Hematopathology Case Studies


CASE 8: MALToma


Clinical History:

A 60-year-old woman has had worsening nausea and vague epigastric abdominal pain for the past 6 months. She has tried taking calcium containing antacids without relief. She does not report hematemesis. On physical examination there are no abnormal findings. Laboratory studies show Hgb 13.5 g/dL, Hct 43.7%, MCV 87 fL, platelet count 303,600/microliter, and WBC count 8050/microliter. An upper GI endoscopy is performed and there is diffuse erythema of the gastric mucosa along with a 3 x 4 cm area of nodular, raised antral mucosa that lacks rugal folds and has focal erosions. Biopsies are taken. A CT scan of the chest and abdomen shows focal antral thickening, but no lymphadenopathy, hepatomegaly, or splenomegaly. A bone marrow biopsy is unremarkable. She has a positive urea breath test.
  1. What is the organism identified in adjacent gastric mucosa?

    2. The short, curved rods in the gastric mucus are Helicobacter pylori organisms. This organism produces urease, and this accounts for the positive urea breath test.

  2. What is the diagnosis?

    3. This is a variant of a marginal zone lymphoma known as a mucosa-associated lymphoid tissue (MALT) tumor, or MALToma. They are CD19 and CD20 positive, typical for B cell proliferations, but they are CD5 and CD10 negative. The tumor cell infiltrates are heterogenous and can resemble follicular center cells, small lymphocytes, or monocytoid cells. Scattered lymphoblasts are common. The tumor cells often invade into gastric glands. A local immune response is suggested by the presence of scattered blasts and plasma cells.

  3. How does this lesion arise?

    4. MALTomas arise in places where there has been chronic inflammation with either autoimmune or infectious processes. The process begins as a polyclonal immune response. Within this setting a monoclonal proliferation can arise, but it may still require CD4 cell stimulation from inflammation to continue. Late in the course, the lesion may transform to a more aggressive B cell neoplasm. Thus, chronic gastritis from H. pylori infection drives MALToma of the stomach. Some gastric MALTomas have t(11;18) which fuses the inhibitor of apoptosis (API2) gene to the MALT 1 (MLT) gene and generates a chimeric fusion protein that increases nuclear factor-kB (NF-kB) activation.

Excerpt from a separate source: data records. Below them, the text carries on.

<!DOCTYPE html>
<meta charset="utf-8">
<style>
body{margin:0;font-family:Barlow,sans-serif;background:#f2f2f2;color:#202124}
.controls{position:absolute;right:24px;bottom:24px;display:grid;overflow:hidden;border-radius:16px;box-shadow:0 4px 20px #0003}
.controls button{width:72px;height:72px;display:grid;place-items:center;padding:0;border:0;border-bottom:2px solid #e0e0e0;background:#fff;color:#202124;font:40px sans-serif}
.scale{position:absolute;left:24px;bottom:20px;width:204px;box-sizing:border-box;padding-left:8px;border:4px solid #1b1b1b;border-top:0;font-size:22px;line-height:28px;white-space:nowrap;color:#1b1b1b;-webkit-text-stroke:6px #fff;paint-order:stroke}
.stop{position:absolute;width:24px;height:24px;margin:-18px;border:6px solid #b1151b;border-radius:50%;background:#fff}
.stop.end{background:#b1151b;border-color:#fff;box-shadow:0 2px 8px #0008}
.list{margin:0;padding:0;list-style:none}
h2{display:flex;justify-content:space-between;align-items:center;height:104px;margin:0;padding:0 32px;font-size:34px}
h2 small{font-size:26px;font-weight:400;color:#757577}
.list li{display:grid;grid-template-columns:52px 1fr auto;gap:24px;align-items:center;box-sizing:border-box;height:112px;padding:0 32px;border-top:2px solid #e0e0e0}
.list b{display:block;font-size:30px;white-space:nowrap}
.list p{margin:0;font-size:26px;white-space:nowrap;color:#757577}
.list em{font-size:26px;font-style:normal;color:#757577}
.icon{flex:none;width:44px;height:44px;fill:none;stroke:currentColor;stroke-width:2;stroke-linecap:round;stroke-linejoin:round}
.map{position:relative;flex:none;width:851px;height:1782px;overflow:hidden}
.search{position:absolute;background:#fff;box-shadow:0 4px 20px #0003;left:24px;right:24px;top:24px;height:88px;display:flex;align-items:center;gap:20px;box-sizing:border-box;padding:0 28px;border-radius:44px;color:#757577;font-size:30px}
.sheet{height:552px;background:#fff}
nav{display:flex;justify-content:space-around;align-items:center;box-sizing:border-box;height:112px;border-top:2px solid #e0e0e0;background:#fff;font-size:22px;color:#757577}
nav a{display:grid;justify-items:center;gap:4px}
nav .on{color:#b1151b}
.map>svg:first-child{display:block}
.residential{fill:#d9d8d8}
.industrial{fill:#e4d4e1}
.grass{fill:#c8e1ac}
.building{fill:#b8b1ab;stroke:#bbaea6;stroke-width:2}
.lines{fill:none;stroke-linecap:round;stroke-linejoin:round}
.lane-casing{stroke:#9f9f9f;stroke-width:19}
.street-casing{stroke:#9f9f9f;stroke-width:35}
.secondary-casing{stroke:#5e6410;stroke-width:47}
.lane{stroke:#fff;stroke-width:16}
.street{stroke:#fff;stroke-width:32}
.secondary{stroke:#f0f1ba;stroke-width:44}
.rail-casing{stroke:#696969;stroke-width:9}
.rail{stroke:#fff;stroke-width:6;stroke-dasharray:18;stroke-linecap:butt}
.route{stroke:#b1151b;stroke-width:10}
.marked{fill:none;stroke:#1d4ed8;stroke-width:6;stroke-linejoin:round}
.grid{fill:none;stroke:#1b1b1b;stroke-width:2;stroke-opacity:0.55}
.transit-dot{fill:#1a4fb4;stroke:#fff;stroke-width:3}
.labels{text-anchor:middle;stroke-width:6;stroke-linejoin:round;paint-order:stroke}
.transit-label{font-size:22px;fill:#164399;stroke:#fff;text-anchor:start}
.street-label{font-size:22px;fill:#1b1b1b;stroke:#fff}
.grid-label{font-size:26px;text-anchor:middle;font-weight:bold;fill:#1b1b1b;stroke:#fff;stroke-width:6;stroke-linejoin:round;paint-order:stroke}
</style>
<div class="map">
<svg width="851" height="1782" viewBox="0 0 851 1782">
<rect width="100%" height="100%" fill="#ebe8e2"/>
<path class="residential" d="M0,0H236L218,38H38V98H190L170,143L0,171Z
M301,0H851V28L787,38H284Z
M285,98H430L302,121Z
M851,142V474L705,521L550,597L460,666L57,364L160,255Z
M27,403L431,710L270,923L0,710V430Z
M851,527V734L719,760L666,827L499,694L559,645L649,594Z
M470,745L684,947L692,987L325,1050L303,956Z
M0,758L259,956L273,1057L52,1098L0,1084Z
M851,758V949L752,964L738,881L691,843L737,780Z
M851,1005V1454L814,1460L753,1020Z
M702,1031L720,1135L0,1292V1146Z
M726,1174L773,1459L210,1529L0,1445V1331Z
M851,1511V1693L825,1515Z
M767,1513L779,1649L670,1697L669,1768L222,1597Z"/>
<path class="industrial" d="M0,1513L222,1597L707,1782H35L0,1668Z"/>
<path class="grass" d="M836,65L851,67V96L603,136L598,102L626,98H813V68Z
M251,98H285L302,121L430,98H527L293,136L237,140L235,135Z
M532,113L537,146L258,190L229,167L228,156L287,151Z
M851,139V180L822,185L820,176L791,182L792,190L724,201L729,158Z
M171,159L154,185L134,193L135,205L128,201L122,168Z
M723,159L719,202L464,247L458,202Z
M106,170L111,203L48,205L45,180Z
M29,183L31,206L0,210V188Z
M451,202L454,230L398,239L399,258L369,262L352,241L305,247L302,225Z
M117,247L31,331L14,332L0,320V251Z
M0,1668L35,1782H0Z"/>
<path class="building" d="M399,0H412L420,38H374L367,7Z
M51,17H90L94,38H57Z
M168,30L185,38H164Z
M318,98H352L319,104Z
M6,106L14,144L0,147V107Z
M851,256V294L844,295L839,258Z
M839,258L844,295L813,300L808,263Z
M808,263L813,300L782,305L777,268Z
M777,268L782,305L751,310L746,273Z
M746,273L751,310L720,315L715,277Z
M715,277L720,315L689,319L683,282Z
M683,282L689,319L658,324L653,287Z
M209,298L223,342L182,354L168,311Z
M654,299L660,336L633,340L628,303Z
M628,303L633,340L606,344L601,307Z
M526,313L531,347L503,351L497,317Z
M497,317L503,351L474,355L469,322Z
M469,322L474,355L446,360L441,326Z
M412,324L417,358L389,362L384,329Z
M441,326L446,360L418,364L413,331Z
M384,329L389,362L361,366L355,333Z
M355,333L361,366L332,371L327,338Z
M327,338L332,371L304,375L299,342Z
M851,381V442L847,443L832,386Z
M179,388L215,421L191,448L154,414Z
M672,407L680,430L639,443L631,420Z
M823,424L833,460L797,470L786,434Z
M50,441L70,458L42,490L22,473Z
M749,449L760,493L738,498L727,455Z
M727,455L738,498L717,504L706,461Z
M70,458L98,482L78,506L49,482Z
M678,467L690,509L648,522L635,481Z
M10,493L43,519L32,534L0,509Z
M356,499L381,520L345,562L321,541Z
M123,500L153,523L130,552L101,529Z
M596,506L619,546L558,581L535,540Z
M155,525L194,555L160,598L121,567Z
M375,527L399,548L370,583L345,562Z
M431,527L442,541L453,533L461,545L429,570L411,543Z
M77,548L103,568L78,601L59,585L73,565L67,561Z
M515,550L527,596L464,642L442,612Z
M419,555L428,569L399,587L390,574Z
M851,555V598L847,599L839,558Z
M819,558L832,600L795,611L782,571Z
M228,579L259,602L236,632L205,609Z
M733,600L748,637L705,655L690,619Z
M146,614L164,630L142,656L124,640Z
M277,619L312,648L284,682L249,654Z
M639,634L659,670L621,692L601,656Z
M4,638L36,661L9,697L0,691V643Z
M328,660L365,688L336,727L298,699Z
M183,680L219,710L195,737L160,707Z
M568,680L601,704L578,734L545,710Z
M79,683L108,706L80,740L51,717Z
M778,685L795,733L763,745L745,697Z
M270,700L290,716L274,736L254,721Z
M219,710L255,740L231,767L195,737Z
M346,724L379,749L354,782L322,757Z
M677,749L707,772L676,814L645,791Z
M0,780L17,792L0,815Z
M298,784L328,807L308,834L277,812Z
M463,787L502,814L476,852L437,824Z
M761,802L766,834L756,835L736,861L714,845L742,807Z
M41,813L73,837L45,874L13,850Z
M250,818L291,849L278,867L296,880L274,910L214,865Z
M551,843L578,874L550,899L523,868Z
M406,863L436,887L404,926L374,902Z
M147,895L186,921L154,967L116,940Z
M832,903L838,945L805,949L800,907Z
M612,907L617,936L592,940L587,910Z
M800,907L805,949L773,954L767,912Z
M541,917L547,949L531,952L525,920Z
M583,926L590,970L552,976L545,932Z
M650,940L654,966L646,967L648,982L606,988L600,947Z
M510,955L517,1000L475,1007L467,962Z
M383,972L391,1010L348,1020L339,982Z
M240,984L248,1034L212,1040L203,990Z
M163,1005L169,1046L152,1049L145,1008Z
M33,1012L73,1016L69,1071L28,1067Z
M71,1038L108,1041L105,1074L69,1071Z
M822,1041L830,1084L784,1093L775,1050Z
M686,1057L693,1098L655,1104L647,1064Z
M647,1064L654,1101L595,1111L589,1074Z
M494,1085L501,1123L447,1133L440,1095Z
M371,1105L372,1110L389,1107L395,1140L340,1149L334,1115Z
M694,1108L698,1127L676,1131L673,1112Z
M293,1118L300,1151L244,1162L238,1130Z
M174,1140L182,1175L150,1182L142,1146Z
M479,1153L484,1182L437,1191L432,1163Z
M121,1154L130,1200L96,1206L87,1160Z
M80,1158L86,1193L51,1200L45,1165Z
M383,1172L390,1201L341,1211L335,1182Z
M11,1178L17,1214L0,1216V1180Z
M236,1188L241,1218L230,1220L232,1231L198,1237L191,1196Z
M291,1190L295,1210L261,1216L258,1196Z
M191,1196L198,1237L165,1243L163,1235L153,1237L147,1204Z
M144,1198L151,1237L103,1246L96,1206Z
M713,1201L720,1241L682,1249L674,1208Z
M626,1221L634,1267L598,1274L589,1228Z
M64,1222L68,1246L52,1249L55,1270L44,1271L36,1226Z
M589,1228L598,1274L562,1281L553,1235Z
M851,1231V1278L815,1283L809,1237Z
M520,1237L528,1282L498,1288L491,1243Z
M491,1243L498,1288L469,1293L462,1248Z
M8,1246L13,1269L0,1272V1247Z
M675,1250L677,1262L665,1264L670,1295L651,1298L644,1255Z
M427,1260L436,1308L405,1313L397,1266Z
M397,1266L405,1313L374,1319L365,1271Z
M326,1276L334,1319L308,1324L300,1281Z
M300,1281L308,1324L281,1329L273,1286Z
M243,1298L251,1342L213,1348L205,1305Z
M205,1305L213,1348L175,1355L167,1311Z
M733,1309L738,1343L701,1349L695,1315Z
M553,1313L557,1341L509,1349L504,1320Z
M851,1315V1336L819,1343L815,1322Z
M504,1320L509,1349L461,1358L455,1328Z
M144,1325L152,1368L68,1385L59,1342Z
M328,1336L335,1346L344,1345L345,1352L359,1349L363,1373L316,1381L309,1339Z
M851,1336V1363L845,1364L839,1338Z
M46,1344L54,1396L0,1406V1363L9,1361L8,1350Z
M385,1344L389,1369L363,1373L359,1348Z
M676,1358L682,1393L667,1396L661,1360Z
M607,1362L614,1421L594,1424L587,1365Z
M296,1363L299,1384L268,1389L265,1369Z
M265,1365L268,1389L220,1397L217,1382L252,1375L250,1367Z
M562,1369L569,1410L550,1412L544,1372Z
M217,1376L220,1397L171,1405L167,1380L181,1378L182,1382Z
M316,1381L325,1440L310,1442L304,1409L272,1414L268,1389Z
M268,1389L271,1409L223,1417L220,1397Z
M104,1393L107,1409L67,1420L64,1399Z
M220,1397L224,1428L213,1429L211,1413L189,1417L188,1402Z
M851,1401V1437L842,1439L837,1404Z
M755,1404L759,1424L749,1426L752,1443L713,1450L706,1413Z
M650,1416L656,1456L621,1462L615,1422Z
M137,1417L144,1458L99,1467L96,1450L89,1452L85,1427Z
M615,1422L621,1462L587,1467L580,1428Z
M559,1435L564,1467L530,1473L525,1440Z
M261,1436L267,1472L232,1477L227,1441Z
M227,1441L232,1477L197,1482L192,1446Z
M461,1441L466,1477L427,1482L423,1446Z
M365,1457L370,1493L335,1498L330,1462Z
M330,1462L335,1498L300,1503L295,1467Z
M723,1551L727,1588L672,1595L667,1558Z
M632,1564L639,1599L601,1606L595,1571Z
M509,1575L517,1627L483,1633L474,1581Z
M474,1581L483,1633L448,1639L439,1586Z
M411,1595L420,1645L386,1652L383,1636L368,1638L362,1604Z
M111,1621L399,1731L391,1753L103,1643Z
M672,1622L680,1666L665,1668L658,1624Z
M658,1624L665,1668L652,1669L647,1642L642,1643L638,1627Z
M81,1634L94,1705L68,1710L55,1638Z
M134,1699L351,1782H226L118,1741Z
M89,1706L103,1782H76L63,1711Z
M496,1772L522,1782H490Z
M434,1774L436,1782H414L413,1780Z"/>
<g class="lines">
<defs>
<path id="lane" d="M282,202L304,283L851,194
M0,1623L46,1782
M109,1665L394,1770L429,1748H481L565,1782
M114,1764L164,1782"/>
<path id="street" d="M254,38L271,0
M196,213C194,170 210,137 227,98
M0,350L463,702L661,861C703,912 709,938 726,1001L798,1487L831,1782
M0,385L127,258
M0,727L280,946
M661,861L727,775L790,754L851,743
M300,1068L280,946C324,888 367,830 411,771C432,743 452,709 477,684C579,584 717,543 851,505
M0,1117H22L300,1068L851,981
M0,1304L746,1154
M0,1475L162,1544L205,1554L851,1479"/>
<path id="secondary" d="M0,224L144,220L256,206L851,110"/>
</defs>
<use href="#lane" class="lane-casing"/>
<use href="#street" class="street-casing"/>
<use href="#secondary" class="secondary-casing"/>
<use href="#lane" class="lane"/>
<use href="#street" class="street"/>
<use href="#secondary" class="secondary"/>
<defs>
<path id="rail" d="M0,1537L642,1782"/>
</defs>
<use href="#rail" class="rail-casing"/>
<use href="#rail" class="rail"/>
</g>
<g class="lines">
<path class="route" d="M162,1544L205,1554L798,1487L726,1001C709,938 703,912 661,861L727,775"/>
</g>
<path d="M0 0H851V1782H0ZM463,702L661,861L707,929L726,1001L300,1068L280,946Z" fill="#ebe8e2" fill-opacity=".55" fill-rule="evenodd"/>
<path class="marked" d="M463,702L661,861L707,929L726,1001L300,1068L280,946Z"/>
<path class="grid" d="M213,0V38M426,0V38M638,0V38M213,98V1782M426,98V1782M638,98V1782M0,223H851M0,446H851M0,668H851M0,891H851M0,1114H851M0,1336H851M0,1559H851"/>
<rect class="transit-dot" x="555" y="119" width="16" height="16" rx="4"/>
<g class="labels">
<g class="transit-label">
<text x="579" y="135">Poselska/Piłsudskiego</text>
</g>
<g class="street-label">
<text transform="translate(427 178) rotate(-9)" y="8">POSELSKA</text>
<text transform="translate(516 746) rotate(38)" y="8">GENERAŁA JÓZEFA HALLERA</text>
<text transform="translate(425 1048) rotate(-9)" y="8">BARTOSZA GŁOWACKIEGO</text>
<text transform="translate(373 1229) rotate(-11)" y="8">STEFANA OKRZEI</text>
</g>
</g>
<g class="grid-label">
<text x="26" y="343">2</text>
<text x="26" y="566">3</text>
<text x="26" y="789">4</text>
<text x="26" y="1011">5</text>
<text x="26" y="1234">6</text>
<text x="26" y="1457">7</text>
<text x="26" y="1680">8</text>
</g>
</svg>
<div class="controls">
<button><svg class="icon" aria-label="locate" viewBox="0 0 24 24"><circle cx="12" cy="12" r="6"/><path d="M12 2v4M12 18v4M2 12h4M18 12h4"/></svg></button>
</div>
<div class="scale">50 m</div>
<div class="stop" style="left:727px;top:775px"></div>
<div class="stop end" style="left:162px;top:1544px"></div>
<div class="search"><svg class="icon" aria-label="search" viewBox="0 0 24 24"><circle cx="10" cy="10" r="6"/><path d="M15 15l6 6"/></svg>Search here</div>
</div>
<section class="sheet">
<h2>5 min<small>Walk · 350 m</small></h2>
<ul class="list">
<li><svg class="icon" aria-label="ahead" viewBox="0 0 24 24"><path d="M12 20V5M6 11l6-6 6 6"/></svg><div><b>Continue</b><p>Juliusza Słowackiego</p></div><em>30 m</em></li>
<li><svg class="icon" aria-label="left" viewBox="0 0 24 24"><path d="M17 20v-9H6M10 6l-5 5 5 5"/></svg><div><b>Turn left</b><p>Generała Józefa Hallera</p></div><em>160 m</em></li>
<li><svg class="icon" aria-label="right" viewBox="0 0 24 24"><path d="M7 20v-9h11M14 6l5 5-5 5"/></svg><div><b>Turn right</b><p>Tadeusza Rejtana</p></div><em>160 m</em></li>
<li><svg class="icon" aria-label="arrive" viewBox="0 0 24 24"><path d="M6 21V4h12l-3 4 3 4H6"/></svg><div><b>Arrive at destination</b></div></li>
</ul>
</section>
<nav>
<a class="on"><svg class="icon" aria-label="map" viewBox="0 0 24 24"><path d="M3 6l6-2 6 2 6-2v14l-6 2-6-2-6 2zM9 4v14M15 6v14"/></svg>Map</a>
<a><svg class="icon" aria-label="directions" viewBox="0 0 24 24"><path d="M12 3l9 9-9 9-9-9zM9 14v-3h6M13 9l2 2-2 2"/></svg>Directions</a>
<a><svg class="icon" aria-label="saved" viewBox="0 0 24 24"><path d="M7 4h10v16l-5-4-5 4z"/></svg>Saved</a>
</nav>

    Other examples include Hashimoto thyroiditis, which may give rise to B cell proliferation in the thyroid. A MALToma may arise in a salivary or lacrimal gland involved with Sjogren syndrome.

  4. How could her illness be treated?

    5. Treating the H.pylori infection can take away the stimulus for B cell proliferation, and the lesion may regress. However, MALTomas with t(11;18) are less likely to respond to H. pylori eradication therapy, are more likely to present with advanced stage disease, but are unlikely to develop secondary chromosomal abnormalities and transform into diffuse large cell lymphoma. A standard choice for H. pylori eradication therapy includes a combination of omeprazole, amoxicillin, and clarithromycin for 10 to 14 days.